- [Input]
▼▼▼

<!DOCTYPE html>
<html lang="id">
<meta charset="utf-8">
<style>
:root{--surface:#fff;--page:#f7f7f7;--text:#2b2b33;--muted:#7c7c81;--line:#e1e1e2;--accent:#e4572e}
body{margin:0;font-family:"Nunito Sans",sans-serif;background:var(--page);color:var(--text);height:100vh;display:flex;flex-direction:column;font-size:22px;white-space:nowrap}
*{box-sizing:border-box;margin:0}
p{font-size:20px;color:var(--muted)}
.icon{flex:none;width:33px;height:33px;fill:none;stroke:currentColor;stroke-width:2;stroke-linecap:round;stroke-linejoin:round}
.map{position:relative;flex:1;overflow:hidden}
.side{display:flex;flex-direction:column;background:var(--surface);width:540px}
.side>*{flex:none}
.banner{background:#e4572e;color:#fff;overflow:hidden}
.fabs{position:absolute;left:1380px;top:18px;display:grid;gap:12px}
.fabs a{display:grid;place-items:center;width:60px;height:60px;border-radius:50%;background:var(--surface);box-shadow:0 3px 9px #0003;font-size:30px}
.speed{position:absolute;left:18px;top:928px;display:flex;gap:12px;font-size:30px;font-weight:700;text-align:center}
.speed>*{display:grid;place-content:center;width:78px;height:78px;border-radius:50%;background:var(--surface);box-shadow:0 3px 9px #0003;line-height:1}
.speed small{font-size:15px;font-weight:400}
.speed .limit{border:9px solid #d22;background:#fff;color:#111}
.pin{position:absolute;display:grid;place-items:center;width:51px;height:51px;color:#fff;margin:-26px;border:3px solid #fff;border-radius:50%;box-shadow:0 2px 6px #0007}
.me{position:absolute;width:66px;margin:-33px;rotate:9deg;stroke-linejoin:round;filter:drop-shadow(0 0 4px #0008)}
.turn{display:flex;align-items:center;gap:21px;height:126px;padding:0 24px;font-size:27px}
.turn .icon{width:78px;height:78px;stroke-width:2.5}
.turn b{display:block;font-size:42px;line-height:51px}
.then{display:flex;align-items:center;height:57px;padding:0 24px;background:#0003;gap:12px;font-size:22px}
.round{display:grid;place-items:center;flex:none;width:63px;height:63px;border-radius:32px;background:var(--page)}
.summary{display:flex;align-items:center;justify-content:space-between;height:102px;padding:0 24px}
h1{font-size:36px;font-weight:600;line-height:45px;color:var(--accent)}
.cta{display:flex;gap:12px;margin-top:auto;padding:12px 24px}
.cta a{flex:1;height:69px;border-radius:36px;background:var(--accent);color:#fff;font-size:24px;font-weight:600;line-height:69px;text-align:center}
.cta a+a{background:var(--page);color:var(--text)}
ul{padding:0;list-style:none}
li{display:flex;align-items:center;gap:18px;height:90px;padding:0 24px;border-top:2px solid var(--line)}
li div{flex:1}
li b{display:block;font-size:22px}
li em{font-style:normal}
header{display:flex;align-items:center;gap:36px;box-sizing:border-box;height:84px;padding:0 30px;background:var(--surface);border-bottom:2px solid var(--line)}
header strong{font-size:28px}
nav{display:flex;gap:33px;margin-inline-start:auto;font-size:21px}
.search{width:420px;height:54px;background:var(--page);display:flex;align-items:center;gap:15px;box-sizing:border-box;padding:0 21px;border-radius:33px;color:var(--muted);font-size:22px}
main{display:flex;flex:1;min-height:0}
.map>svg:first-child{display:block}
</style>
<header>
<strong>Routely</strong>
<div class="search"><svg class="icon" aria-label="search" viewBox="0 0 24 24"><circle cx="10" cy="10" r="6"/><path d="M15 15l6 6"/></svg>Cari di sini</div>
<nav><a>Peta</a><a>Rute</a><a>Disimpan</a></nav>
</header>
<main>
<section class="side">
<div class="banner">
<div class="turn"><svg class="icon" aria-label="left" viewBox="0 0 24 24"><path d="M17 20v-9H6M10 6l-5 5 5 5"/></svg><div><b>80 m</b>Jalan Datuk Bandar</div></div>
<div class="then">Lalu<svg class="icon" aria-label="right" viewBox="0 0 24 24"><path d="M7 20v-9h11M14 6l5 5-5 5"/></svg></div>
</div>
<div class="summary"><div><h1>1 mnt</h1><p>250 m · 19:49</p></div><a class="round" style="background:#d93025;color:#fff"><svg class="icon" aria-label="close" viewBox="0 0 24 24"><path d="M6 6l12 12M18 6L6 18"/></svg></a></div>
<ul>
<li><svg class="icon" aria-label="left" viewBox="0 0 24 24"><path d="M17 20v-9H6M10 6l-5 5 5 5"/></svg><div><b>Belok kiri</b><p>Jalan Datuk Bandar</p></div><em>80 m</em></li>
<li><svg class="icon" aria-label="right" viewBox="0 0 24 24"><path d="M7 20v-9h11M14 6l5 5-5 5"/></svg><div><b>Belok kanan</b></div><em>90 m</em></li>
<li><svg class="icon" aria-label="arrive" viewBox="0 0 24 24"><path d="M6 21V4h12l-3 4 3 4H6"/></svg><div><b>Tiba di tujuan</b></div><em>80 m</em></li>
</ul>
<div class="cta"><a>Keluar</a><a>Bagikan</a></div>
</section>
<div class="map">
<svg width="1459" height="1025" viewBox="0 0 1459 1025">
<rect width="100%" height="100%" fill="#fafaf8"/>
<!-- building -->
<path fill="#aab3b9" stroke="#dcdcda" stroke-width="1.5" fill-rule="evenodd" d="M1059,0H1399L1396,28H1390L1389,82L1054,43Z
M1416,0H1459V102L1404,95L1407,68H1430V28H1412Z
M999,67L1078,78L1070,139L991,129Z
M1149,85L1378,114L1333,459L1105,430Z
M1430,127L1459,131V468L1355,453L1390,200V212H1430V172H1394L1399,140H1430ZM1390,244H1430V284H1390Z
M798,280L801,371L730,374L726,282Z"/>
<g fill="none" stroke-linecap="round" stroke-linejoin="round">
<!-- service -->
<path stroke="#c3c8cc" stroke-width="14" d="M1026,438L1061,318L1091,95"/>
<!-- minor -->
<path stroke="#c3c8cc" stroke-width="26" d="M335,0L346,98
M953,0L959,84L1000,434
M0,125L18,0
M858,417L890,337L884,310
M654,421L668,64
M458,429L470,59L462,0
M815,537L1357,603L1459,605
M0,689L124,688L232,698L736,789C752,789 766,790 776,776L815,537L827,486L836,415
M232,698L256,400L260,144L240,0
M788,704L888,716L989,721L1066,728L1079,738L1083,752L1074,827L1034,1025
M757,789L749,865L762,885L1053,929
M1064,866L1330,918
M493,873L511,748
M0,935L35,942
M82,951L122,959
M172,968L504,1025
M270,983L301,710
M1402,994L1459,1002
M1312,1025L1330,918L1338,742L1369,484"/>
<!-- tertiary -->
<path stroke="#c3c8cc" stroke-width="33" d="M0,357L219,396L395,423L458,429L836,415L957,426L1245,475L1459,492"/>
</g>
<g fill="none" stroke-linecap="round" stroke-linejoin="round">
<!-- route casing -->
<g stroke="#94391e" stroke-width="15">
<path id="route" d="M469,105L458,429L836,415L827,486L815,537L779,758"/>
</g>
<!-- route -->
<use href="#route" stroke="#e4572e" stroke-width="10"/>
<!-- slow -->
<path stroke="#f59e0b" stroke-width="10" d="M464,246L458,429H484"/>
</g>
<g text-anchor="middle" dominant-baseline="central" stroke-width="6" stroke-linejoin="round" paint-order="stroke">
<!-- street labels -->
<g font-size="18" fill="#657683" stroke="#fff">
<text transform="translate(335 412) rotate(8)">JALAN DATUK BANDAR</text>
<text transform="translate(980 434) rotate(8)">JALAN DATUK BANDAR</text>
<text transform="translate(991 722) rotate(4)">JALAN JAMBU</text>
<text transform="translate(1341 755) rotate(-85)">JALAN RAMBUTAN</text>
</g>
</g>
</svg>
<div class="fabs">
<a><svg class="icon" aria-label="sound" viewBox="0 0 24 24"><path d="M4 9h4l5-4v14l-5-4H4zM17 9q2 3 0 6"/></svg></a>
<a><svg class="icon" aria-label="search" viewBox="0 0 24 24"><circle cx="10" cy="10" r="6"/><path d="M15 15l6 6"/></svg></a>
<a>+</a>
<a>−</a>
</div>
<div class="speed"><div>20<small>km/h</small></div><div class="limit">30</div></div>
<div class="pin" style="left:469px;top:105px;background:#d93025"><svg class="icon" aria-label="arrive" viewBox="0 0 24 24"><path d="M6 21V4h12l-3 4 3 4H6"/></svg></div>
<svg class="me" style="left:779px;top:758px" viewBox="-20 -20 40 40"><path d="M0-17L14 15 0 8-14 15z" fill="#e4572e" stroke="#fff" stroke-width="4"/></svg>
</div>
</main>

▲▲▲

- [Brief]
Wherever the word "direction" occurs in the data, copy that whole line.

- [Written response]
body{margin:0;font-family:"Nunito Sans",sans-serif;background:var(--page);color:var(--text);height:100vh;display:flex;flex-direction:column;font-size:22px;white-space:nowrap}
.side{display:flex;flex-direction:column;background:var(--surface);width:540px}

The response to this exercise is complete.